Any remaining cyanide solution will be removed from tailings, which will then be dewatered and stacked in a storage facility located between the Rock Creek pit and the mill facility. Upon closure, the dry tailings will be contoured and covered with topsoil to promote revegetation.
Lengthy permitting process appealed
State and federal permits for Rock Creek were issued in late August 2006, several months later than expected. Crews began construction immediately, as NovaGold had already shipped equipment, supplies and construction materials to the Nome area during the short summer delivery seasons in 2005 and 2006. The first concrete pour was on Dec. 22 in -30C temperatures, Woods said. “That’s what got expensive and caused cost overruns: the winter construction work,” he said.
In December 2006, the federal agency regulating wetlands withdrew its authorizing permit, after a citizen’s group filed an appeal of that permit.
NovaGold was not named in the lawsuit, and the company was authorized to continue work on land that was not wetlands-designated, which included the Native-owned land on which the mill facility is being built.
The wetlands permit was reissued by the U.S. Army Corps of Engineers in March 2007, and NovaGold crews resumed work on that area of the project. But the environmental challenges continued, as two groups refiled their
lawsuit against the federal agency, challenging the wetlands permit.

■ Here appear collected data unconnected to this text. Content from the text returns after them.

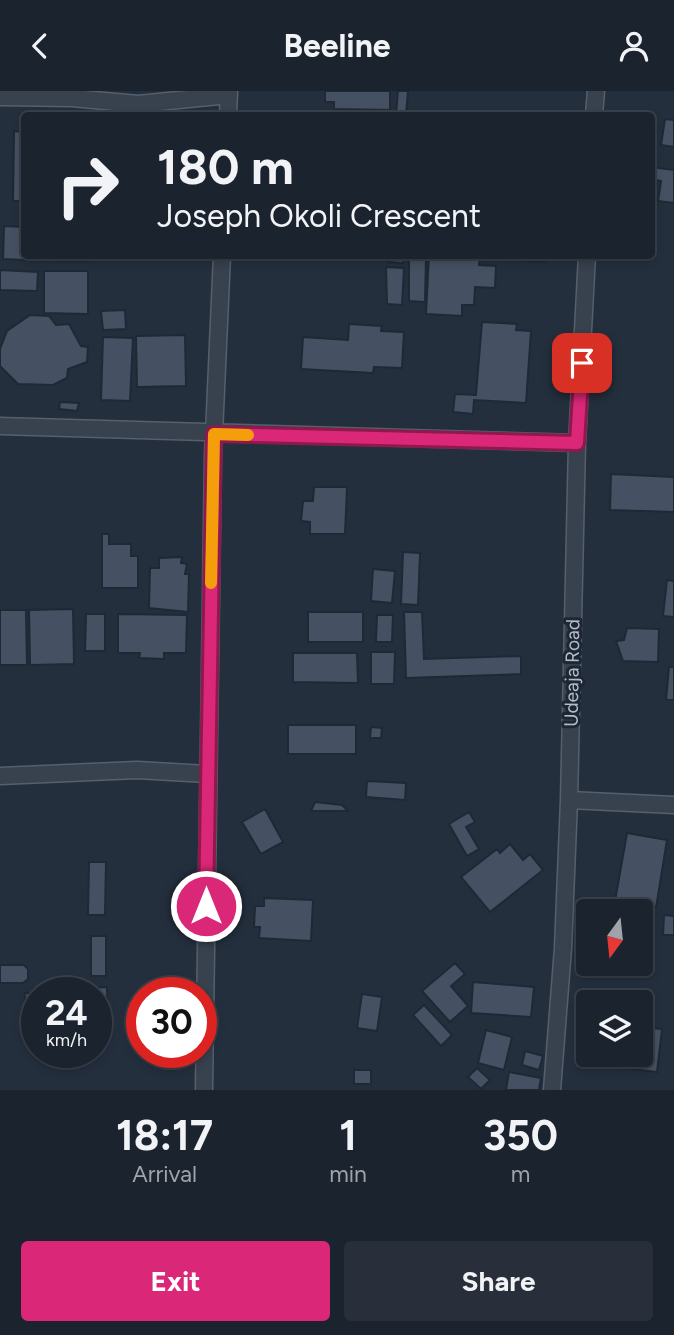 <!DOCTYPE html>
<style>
body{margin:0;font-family:Figtree,sans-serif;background:#282f3a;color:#f1f3f6;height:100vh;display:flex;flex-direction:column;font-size:26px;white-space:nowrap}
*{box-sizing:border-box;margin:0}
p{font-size:23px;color:#a0a4aa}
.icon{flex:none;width:38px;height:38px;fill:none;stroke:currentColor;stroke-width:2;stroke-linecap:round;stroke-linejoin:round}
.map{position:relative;height:999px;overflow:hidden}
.details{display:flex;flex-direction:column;background:#1b232e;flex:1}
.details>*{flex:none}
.hud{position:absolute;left:21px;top:21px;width:634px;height:147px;border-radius:7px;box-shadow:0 4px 10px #0003,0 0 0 2px #39404a;background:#1b232e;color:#f1f3f6;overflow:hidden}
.needle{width:46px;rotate:195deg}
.tools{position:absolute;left:576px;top:808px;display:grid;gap:14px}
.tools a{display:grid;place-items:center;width:77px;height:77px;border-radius:7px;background:#1b232e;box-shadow:0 4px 10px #0003,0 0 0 2px #39404a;font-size:35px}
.speed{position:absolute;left:21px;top:886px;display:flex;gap:14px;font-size:35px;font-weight:700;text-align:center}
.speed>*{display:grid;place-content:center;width:91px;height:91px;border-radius:50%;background:#1b232e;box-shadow:0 4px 10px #0003,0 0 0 2px #39404a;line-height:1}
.speed small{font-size:18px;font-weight:400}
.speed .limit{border:10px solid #d22;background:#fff;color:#111}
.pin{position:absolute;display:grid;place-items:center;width:60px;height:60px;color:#fff;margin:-30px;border-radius:14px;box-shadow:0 4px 10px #0006}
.me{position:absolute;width:77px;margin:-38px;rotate:0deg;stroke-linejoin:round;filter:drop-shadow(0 0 5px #0008)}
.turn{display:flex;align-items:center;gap:24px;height:147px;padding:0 21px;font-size:32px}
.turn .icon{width:91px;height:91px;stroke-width:2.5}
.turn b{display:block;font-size:49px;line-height:60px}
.eta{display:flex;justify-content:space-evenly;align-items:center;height:119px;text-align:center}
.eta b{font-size:42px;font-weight:700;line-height:49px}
.action{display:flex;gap:14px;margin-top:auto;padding:14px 21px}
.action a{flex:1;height:80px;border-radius:7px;background:#db2777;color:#fff;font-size:28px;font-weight:700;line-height:80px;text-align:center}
.action a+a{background:#282f3a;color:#f1f3f6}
header{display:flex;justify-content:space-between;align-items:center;height:91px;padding:0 21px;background:#1b232e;font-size:32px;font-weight:700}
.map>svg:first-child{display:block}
.building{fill:#455162;stroke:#1f2835;stroke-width:2}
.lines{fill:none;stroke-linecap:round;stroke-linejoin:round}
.minor-casing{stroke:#565f6c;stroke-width:19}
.minor{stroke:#38414e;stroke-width:16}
.route-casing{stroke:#8e194d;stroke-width:18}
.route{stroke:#db2777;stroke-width:12}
.slow{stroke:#f59e0b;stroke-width:12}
.labels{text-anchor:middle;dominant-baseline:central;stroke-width:6;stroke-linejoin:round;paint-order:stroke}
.street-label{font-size:19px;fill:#b4bcc9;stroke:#1d2633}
</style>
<header><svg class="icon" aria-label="back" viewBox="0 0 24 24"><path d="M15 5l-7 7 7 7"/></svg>Beeline<svg class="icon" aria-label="person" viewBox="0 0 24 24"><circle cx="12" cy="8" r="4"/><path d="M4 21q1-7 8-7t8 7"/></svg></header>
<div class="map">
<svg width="674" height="999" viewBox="0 0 674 999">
<rect width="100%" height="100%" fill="#242f3e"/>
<path class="building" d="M 325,0 L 390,0 L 390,19 L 334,18 L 334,11 L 325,11 Z
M 398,0 L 408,0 L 406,24 L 396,24 Z
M 651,25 L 655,26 L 652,56 L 651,56 Z
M 665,28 L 674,29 L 674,56 L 661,54 Z
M 14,40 L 24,41 L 24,110 L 13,110 Z
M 651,76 L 674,79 L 674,112 L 658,110 L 661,90 L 651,88 Z
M 4,135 L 24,136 L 24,164 L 46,164 L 46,170 L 3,168 Z
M 54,164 L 91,164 L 91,170 L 54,170 Z
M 105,164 L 173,164 L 173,168 L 105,167 Z
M 388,164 L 404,164 L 403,172 L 388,171 Z
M 409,164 L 426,164 L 425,211 L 409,210 Z
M 429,164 L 480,164 L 479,174 L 496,175 L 495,197 L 475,196 L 474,214 L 462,214 L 462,225 L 426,223 Z
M 506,164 L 547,164 L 546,171 L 506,169 Z
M 386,176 L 404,177 L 402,214 L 387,213 Z
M 0,179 L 38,181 L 37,200 L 0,199 Z
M 44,180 L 88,180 L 88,223 L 44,222 Z
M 125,219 L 126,238 L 103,239 L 101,220 Z
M 30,224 L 49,225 L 56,234 L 69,233 L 81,255 L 88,256 L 87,271 L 68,278 L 67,287 L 53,294 L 18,293 L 0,275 L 0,258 L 7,240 Z
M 482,231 L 517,233 L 516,239 L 531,240 L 526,312 L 474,309 L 473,323 L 453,321 L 455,303 L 476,304 Z
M 349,233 L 382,235 L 381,240 L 404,241 L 402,277 L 374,276 L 373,282 L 301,278 L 303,246 L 348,249 Z
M 185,244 L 186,295 L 137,296 L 136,245 Z
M 103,246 L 133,247 L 130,310 L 101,309 Z
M 60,311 L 79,312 L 77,320 L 59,318 Z
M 611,383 L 674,386 L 674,421 L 610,419 Z
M 314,396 L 347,396 L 345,443 L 310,443 L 310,431 L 301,430 L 303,410 L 313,410 Z
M 102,443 L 109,443 L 109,453 L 131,453 L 131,465 L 138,465 L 138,497 L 102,497 Z
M 403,461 L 420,462 L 418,514 L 401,513 Z
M 182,466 L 181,472 L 187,473 L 185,483 L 189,483 L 188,521 L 149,517 L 150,477 L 159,477 L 159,467 Z
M 373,478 L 395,480 L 392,512 L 371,510 Z
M 667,489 L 674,490 L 674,526 L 663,525 Z
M 73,518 L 74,573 L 30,574 L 29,519 Z
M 0,519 L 26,519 L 27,574 L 0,574 Z
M 308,521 L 363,521 L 363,551 L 308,551 Z
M 404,521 L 422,521 L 424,568 L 521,565 L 521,583 L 406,587 Z
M 86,523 L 105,523 L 105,560 L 85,560 Z
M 118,523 L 187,524 L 186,562 L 164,562 L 164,568 L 139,567 L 140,562 L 118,562 Z
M 377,524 L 393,524 L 392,551 L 376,551 Z
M 627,537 L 659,538 L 658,571 L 623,570 L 616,550 L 624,549 Z
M 371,561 L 395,561 L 394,593 L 371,593 Z
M 293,562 L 357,562 L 358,592 L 293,591 Z
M 669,576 L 674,576 L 674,609 L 666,609 Z
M 288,634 L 356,634 L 356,663 L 288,663 Z
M 371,636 L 382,637 L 381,647 L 370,647 Z
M 367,690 L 406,692 L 405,709 L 366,706 Z
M 315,711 L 342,714 L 348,720 L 311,720 Z
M 265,718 L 283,751 L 261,763 L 242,731 Z
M 469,721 L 475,731 L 466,736 L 479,758 L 467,765 L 449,733 Z
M 627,742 L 667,749 L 656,817 L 615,810 Z
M 510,753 L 523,769 L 530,763 L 543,779 L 490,821 L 461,786 L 497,758 L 500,762 Z
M 89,771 L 106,771 L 105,824 L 88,824 Z
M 264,807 L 313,809 L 311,850 L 259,847 L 260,836 L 254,836 L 255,815 L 264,815 Z
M 664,824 L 674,825 L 674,844 L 663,844 Z
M 91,845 L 106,845 L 106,885 L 91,885 Z
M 455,872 L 465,883 L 451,895 L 468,915 L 450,931 L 422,900 Z
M 0,874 L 24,874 L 28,878 L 28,888 L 23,892 L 0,892 Z
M 473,891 L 534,896 L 531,926 L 471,922 Z
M 107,896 L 108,943 L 96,943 L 96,901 L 90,901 L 90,897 Z
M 25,902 L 37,903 L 37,950 L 23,950 Z
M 362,903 L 382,906 L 377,940 L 357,937 Z
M 424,914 L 452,944 L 441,955 L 413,924 Z
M 640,936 L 662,938 L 657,981 L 596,974 L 597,964 L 640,964 Z
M 486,939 L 512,946 L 504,979 L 478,972 Z
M 525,960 L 543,965 L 539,979 L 522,974 Z
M 477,977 L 490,989 L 481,998 L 468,986 Z
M 354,979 L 371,979 L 371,993 L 354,993 Z
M 509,981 L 541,987 L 539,999 L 506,999 Z"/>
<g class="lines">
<g class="minor-casing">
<path id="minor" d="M 0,6 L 72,7 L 138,13 L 229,4
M 228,24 L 229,0
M 594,24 L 596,0
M 0,335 L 577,352
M 0,685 L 137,679 L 207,683
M 569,709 L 674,714
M 204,999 L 213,365 L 222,164
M 552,999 L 563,857 L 569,709 L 577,352 L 587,164"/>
</g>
<use href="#minor" class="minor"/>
</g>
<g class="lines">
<g class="route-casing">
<path id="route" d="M 206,815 L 214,343 L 577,352 L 582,272"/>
</g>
<use href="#route" class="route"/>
<path class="slow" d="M 211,492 L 214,343 L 248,344"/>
</g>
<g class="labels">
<g class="street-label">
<text transform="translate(572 582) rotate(-89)">Udeaja Road</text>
</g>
</g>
</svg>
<div class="tools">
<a><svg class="needle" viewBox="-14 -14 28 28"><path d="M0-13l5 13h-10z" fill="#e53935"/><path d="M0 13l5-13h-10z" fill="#a0a4aa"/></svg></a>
<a><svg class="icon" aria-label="layers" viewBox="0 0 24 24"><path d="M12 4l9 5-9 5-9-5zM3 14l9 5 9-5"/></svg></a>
</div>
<div class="speed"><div>24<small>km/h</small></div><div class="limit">30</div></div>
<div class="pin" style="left:582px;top:272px;background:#d93025"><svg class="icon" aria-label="arrive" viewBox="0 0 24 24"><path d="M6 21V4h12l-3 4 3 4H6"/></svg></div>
<svg class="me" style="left:206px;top:815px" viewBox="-20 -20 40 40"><circle r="17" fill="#db2777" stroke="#fff" stroke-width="3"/><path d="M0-11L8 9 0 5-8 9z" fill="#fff"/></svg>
<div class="hud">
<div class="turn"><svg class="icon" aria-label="right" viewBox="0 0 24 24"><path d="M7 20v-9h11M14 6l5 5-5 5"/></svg><div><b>180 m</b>Joseph Okoli Crescent</div></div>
</div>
</div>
<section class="details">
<div class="eta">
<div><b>18:17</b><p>Arrival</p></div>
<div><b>1</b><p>min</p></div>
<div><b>350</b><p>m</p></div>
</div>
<div class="action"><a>Exit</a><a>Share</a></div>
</section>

In a June 2007 ruling, the U.S. District Court of Alaska denied a request for a temporary restraining order and sided with the Corps’ original decision, noting that NovaGold had spent considerable time, effort and expense to minimize environmental impacts. “If the project proceeds as planned, it is likely that much of the land involved will be in far better condition than it was when the project began,” the court said in its ruling.
Van Nieuwenhuyse said the company was surprised by the challenges from the small group of locals, as well as an Anchorage-based environmental organization. “We’re very discouraged to complete a very open and interactive process, then for individuals and groups that didn’t participate to challenge the permit,” he said.
Support for the project has remained strong from the company’s Alaska Native partners, Woods noted. NovaGold has a mining lease with the Bering Straits Native Corporation, the regional for-profit business entity for Natives in the Seward Peninsula area; and a surface use agreement with the Sitnasuak Native Corporation, the local village corporation.
The Native corporations also own land just west of the Rock Creek deposit, and exploration is being conducted on their holdings.
“It’s been positive for us in general, in the number of shareholders that have gone to work,” said Tim Towarak, president and CEO of Bering Straits Native Corporation. “We’re hoping to improve the quality of our life by providing employment and ultimately, income direct to the shareholders.”